I shrugged. "Maybe, maybe not. I know I'm not the same person I used to be. But I've always thought that in high school I was the nice girl. That people liked me. That I had a lot of friends. Sure, I didn't like school very much and I wanted to get the hell out of my hometown at my earliest convenience, but I'd always thought of myself as one of the good guys. But maybe I wasn't so nice after all. If I was a mean girl to Stacy, who else wasn't I nice to? What else might I be conveniently forgetting?"
"You are one of the good guys. There is no doubt in my mind that you are good, Sarah."
"If you say so."
He gave me a very rare smile. "I do. I've met many people over my existence, be they human or vampire.
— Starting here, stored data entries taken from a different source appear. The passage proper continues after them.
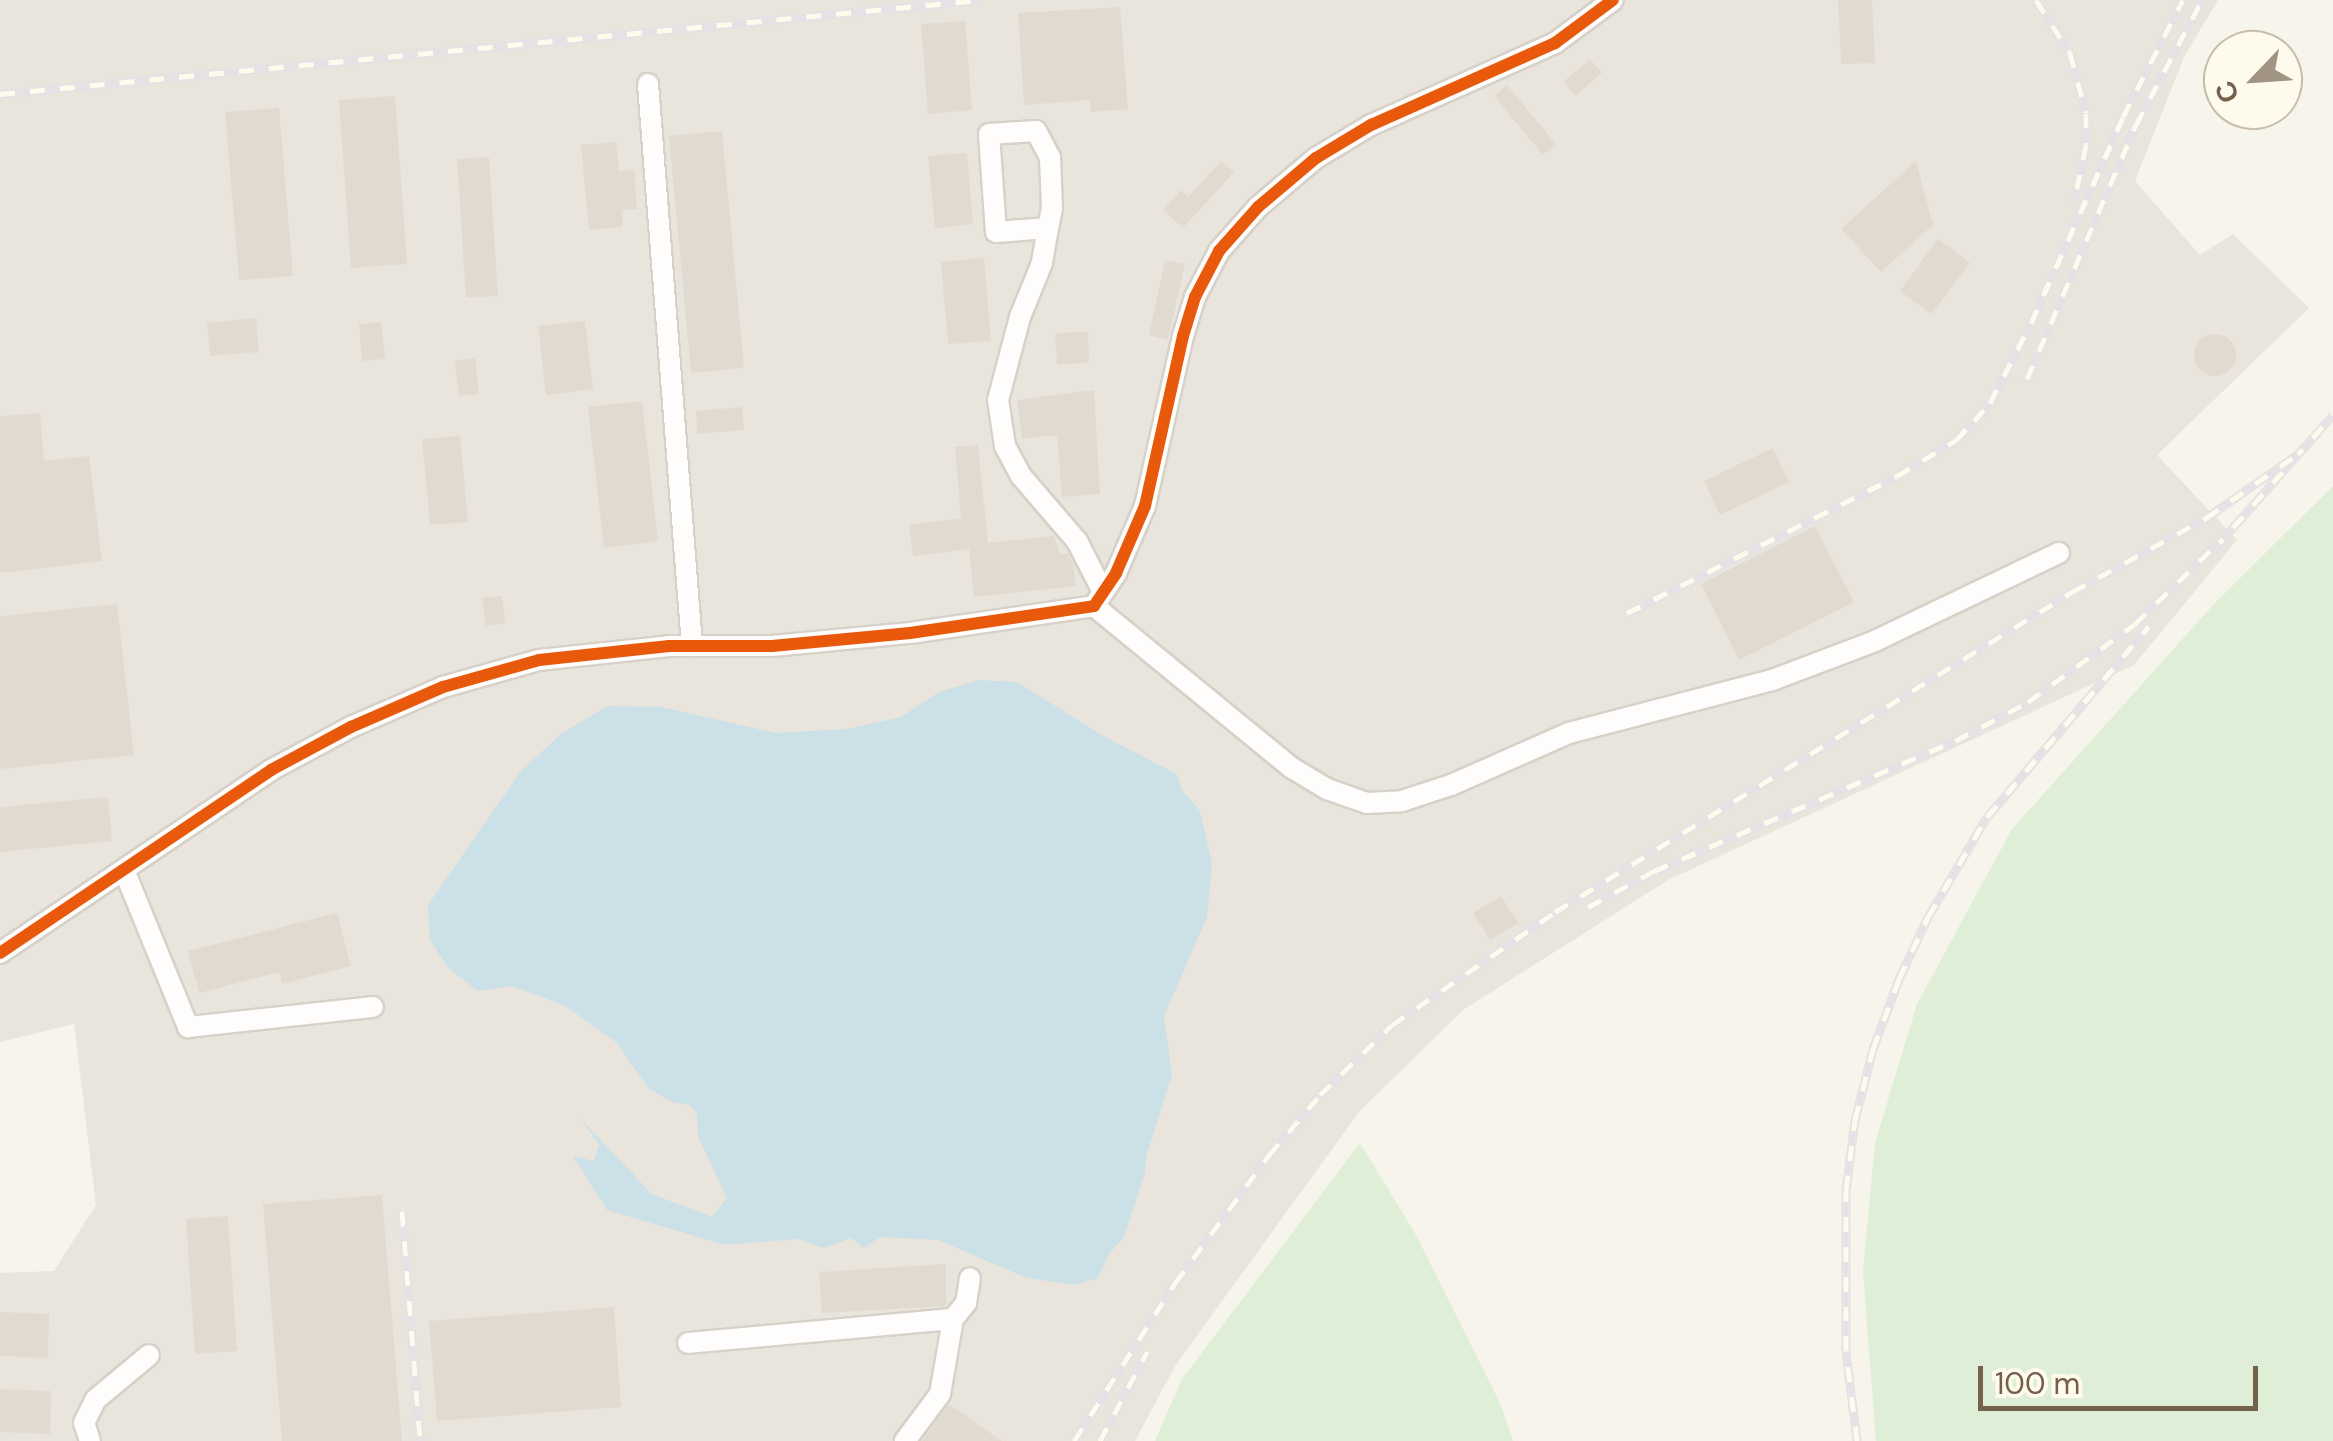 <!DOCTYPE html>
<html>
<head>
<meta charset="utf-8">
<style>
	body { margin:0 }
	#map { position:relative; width:2333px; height:1441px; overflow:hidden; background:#f7f4eb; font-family:"DM Sans",sans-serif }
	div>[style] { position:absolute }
	.industrial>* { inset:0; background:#eae5dc }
	.green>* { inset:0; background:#dfeed6 }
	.water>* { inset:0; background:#cce0e7 }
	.building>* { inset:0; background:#e1dad0 }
	.round { border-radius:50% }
	.roads { filter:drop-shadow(2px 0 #d6d1c9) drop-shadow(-2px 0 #d6d1c9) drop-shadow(0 2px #d6d1c9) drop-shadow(0 -2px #d6d1c9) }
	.minor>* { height:20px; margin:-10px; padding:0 10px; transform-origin:10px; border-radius:10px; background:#fefdfc }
	.rail>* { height:9px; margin-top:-4.5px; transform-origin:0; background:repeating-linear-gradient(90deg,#fffbec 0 15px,#e5e2e5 0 30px); box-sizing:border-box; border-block:2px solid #e5e2e5 }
	.cycleway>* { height:12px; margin:-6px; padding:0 6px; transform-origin:6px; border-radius:6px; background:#e8590c }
	span { translate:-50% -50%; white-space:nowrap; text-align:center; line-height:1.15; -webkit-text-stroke:8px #fffbec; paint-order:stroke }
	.north { position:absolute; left:2203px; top:30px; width:100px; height:100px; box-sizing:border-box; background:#fffbec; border:2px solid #c8bdac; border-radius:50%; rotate:245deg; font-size:28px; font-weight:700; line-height:40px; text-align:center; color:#75614b }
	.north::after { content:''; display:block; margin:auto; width:35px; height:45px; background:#a29483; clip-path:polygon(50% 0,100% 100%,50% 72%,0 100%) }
	.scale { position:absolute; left:1978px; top:1366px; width:280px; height:45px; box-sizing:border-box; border:5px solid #75614b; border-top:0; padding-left:12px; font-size:30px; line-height:35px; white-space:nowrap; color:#75614b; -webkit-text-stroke:8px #fffbec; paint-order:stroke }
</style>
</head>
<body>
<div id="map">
	<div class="industrial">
		<i style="clip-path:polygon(0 0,2218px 0,2184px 57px,2135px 181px,2200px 255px,2233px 234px,2309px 308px,2157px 455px,2237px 540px,2134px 665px,1668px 880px,1463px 1010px,1359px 1112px,1175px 1366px,1135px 1441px,0 1441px,0 1273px,54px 1271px,96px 1205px,74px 1024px,0 1042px)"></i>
	</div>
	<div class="green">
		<i style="clip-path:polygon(2333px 486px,2333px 1441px,1876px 1441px,1863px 1271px,1875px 1143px,1917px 1004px,2012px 829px,2214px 604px)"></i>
		<i style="clip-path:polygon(1360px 1143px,1416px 1235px,1500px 1403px,1513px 1441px,1155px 1441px,1182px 1379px)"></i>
	</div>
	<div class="water">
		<i style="clip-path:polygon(979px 680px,1017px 682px,1107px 738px,1177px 774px,1182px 790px,1200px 811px,1212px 863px,1207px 917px,1164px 1016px,1172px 1075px,1146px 1157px,1145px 1173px,1124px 1237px,1109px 1254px,1098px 1278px,1075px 1285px,1027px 1278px,938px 1240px,880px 1237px,864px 1248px,851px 1238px,824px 1248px,798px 1239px,725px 1245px,607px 1210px,573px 1156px,594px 1161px,599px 1144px,578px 1116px,652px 1194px,712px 1217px,727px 1198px,698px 1137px,697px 1114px,690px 1105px,672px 1102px,649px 1089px,616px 1042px,565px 1006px,512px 986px,478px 991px,448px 968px,430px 940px,428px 905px,521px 771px,561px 734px,607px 706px,661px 707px,776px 733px,847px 729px,901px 717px,939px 692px)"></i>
	</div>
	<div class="building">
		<i style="clip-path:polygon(1838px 0,1872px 0,1875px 63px,1841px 64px)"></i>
		<i style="clip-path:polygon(1120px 7px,1128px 109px,1091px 112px,1090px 100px,1024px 105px,1018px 13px)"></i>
		<i style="clip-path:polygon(965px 21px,972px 110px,928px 114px,921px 24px)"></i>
		<i style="clip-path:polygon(1590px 59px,1602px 73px,1575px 96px,1563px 82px)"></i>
		<i style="clip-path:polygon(1507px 85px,1556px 144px,1543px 155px,1494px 96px)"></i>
		<i style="clip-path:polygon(395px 96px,407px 264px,351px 268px,339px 100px)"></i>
		<i style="clip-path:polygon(279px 108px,293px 276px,239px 280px,225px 112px)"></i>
		<i style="clip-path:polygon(722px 131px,744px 368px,691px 373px,669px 136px)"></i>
		<i style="clip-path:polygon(616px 142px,619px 171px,634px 170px,637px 209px,622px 210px,623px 227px,589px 230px,581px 145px)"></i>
		<i style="clip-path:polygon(967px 153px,973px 224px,935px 228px,928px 156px)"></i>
		<i style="clip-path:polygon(489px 157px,498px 296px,466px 298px,457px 159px)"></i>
		<i style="clip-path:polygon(1221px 161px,1234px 172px,1183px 228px,1163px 210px,1181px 190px,1188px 197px)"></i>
		<i style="clip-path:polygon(1916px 161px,1933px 225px,1881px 272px,1841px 229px)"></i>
		<i style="clip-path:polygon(1938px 239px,1970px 263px,1931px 314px,1900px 291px)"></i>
		<i style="clip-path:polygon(984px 258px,991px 341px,948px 344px,941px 262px)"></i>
		<i style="clip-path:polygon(1165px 260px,1185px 264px,1168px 340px,1149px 335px)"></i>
		<i style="clip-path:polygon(256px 318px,259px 352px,210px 356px,207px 323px)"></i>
		<i style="clip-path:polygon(585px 321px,593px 389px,546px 395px,538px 326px)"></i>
		<i style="clip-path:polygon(381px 322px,385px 359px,362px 361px,359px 324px)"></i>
		<i style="clip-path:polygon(1088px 332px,1089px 363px,1057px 364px,1055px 333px)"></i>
		<i class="round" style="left:2194px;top:334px;width:42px;height:42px"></i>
		<i style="clip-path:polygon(475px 358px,479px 394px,459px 396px,455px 361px)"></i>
		<i style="clip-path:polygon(1094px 390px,1100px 494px,1062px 497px,1057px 435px,1022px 439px,1017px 400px)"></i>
		<i style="clip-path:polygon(642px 401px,658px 541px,604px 548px,588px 407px)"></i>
		<i style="clip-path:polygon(742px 407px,744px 430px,697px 434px,696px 411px)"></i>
		<i style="clip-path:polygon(40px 413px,44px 461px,89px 456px,102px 561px,0 573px,0 416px)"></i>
		<i style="clip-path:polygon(460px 436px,468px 522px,430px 525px,422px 439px)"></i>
		<i style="clip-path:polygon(978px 445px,988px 543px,1054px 536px,1060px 554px,1068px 553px,1073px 564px,1076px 586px,974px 597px,969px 549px,913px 556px,909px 525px,961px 518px,955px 447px)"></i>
		<i style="clip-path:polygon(1773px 448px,1789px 482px,1720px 515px,1704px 481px)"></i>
		<i style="clip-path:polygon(1815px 526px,1854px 602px,1739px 660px,1701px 584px)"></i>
		<i style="clip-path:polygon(502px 596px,505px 623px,486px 626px,482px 598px)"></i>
		<i style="clip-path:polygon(117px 604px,134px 755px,0 769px,0 616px)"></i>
		<i style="clip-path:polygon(108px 797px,112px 841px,0 852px,0 807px)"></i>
		<i style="clip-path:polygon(1501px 896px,1518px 923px,1490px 940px,1473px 913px)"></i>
		<i style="clip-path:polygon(337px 913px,351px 966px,282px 984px,279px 972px,199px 993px,188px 951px)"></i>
		<i style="clip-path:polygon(382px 1195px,402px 1441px,282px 1441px,263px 1204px)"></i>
		<i style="clip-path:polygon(228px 1216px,237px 1351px,195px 1354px,186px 1219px)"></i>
		<i style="clip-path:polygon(946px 1264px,946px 1306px,822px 1313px,819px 1272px)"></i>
		<i style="clip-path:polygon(614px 1307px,621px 1407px,437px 1421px,429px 1321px)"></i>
		<i style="clip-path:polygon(0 1312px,49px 1314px,48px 1358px,0 1356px)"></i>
		<i style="clip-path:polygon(0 1389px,51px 1391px,50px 1434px,0 1432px)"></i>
		<i style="clip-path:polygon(949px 1404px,1002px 1441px,922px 1441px)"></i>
	</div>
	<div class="roads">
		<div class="minor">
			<i style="left:648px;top:84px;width:564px;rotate:85.52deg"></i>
			<i style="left:1048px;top:228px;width:52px;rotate:175.6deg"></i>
			<i style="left:996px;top:232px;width:98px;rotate:-94.1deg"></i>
			<i style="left:989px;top:134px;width:47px;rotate:-3.7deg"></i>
			<i style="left:1036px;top:131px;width:30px;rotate:62deg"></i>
			<i style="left:1050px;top:157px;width:51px;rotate:87.8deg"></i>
			<i style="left:1052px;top:208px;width:20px;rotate:101deg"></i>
			<i style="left:1048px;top:228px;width:36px;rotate:100deg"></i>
			<i style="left:1042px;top:263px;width:58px;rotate:112.2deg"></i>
			<i style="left:1020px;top:317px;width:86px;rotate:104.8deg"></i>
			<i style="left:998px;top:400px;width:47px;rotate:81.3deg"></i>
			<i style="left:1005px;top:446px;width:34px;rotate:62deg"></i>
			<i style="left:1021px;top:476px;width:86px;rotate:49.3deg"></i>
			<i style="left:1077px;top:541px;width:57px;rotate:63deg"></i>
			<i style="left:1094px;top:606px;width:256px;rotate:39.3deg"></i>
			<i style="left:1292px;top:768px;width:41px;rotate:31deg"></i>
			<i style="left:1327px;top:789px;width:42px;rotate:19.3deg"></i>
			<i style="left:1367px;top:803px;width:35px;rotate:-3deg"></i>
			<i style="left:1402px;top:801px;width:52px;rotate:-18.1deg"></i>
			<i style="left:1451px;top:785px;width:129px;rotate:-23.8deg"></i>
			<i style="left:1569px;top:733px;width:210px;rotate:-14.6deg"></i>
			<i style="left:1772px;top:680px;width:110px;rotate:-20.7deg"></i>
			<i style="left:1875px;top:641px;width:204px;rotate:-25.6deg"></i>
			<i style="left:124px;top:870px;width:170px;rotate:67.8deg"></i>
			<i style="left:188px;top:1027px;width:186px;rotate:-6.2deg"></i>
			<i style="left:0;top:953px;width:327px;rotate:-34deg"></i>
			<i style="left:271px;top:770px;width:91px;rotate:-28.3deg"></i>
			<i style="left:351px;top:727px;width:100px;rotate:-23.5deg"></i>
			<i style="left:443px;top:687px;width:100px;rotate:-15.7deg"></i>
			<i style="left:539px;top:660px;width:131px;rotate:-6.1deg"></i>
			<i style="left:669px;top:646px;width:103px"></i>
			<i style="left:772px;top:646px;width:139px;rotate:-5.4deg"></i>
			<i style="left:910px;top:633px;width:186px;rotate:-8.3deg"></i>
			<i style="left:1094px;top:606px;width:40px;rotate:-56deg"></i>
			<i style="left:1116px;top:573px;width:73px;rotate:-66.6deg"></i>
			<i style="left:1145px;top:506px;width:174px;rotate:-77.4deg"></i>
			<i style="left:1183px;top:336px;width:41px;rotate:-72.9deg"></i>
			<i style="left:1195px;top:297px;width:52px;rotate:-62.4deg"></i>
			<i style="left:1219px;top:251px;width:59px;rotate:-48.4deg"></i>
			<i style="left:1258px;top:207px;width:76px;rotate:-40.2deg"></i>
			<i style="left:1316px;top:158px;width:64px;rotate:-31deg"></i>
			<i style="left:1371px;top:125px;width:201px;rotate:-24deg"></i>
			<i style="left:1555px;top:43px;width:72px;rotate:-36.6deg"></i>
			<i style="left:953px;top:1319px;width:21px;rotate:-51deg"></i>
			<i style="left:966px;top:1303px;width:25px;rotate:-81deg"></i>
			<i style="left:688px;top:1343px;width:266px;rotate:-5.2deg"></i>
			<i style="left:953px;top:1319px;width:76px;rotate:99.8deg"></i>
			<i style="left:940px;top:1394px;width:59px;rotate:126.7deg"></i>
			<i style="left:90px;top:1441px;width:19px;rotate:-108deg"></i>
			<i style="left:84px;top:1423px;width:25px;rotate:-64deg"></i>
			<i style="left:95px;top:1400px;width:70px;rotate:-39.8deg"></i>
		</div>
	</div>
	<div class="rail">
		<i style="left:2036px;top:0;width:63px;rotate:57.3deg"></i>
		<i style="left:2070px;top:53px;width:62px;rotate:75.1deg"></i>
		<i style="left:2086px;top:113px;width:32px;rotate:90deg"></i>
		<i style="left:2086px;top:145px;width:58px;rotate:101.9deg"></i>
		<i style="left:0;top:94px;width:984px;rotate:-5.48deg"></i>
		<i style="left:2027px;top:379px;width:276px;rotate:-66.8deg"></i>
		<i style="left:2136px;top:125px;width:141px;rotate:-62.2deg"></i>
		<i style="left:2213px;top:550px;width:181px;rotate:-48.4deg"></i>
		<i style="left:1627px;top:613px;width:303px;rotate:-26.9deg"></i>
		<i style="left:1897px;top:476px;width:69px;rotate:-31.4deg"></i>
		<i style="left:1956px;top:440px;width:26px;rotate:-47deg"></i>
		<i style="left:1974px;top:421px;width:24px;rotate:-48deg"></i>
		<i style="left:1990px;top:403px;width:90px;rotate:-62.9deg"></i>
		<i style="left:2031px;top:323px;width:226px;rotate:-65.9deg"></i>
		<i style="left:2123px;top:117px;width:131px;rotate:-62.9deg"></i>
		<i style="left:1588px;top:907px;width:75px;rotate:-28.6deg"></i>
		<i style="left:1654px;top:871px;width:328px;rotate:-23.4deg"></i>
		<i style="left:1955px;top:741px;width:83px;rotate:-28.1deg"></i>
		<i style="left:2028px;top:702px;width:132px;rotate:-36.1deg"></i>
		<i style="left:2135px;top:624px;width:117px;rotate:-44.3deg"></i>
		<i style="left:402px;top:1211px;width:231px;rotate:85.5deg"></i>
		<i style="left:1074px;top:1441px;width:188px;rotate:-57.4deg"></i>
		<i style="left:1175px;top:1283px;width:159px;rotate:-53.7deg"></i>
		<i style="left:1269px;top:1155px;width:79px;rotate:-49.6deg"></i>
		<i style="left:1320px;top:1095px;width:100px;rotate:-44.2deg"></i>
		<i style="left:1392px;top:1025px;width:198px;rotate:-34.7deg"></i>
		<i style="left:1555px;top:912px;width:608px;rotate:-31.76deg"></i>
		<i style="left:2072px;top:592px;width:153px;rotate:-28.9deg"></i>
		<i style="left:2206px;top:518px;width:112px;rotate:-34.8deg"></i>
		<i style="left:1100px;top:1441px;width:101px;rotate:-62.2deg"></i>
		<i style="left:1857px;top:1441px;width:91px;rotate:-97deg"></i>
		<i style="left:1846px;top:1351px;width:161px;rotate:-90deg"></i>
		<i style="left:1846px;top:1190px;width:71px;rotate:-82.7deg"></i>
		<i style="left:1855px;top:1120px;width:73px;rotate:-75.8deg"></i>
		<i style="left:1873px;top:1049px;width:75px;rotate:-69.6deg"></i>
		<i style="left:1899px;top:979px;width:68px;rotate:-64.9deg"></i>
		<i style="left:1928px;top:917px;width:116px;rotate:-59.5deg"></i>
		<i style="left:1987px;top:817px;width:250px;rotate:-49.7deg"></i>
	</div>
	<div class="cycleway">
		<i style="left:0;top:953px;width:327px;rotate:-34deg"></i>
		<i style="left:271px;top:770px;width:91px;rotate:-28.3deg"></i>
		<i style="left:351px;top:727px;width:100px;rotate:-23.5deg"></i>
		<i style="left:443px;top:687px;width:100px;rotate:-15.7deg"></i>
		<i style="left:539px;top:660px;width:131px;rotate:-6.1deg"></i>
		<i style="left:669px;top:646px;width:103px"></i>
		<i style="left:772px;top:646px;width:139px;rotate:-5.4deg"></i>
		<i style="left:910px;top:633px;width:186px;rotate:-8.3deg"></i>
		<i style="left:1094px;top:606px;width:40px;rotate:-56deg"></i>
		<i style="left:1116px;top:573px;width:73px;rotate:-66.6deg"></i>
		<i style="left:1145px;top:506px;width:174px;rotate:-77.4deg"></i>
		<i style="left:1183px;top:336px;width:41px;rotate:-72.9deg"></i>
		<i style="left:1195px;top:297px;width:52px;rotate:-62.4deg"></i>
		<i style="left:1219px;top:251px;width:59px;rotate:-48.4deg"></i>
		<i style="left:1258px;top:207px;width:76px;rotate:-40.2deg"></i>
		<i style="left:1316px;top:158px;width:64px;rotate:-31deg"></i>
		<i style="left:1371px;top:125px;width:201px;rotate:-24deg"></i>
		<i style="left:1555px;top:43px;width:72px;rotate:-36.6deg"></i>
	</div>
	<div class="north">С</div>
	<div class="scale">100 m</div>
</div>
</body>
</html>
Out of everyone I've ever met, I would have to say that you are one of the most genuine and special of them all."
"You really mean that?"
He nodded and reached down to take my hand in his. "Most assuredly."
His hand felt warm against mine. "Should you really be touching me?"
He didn't let go. "I am not feeling the darkness at the moment, only the light." He paused.
"Besides, Butch is waiting just outside the door. I've asked him to intervene if anything… unusual occurs."
I grinned at him. "That sounds vaguely voyeuristic, but I'm okay with it."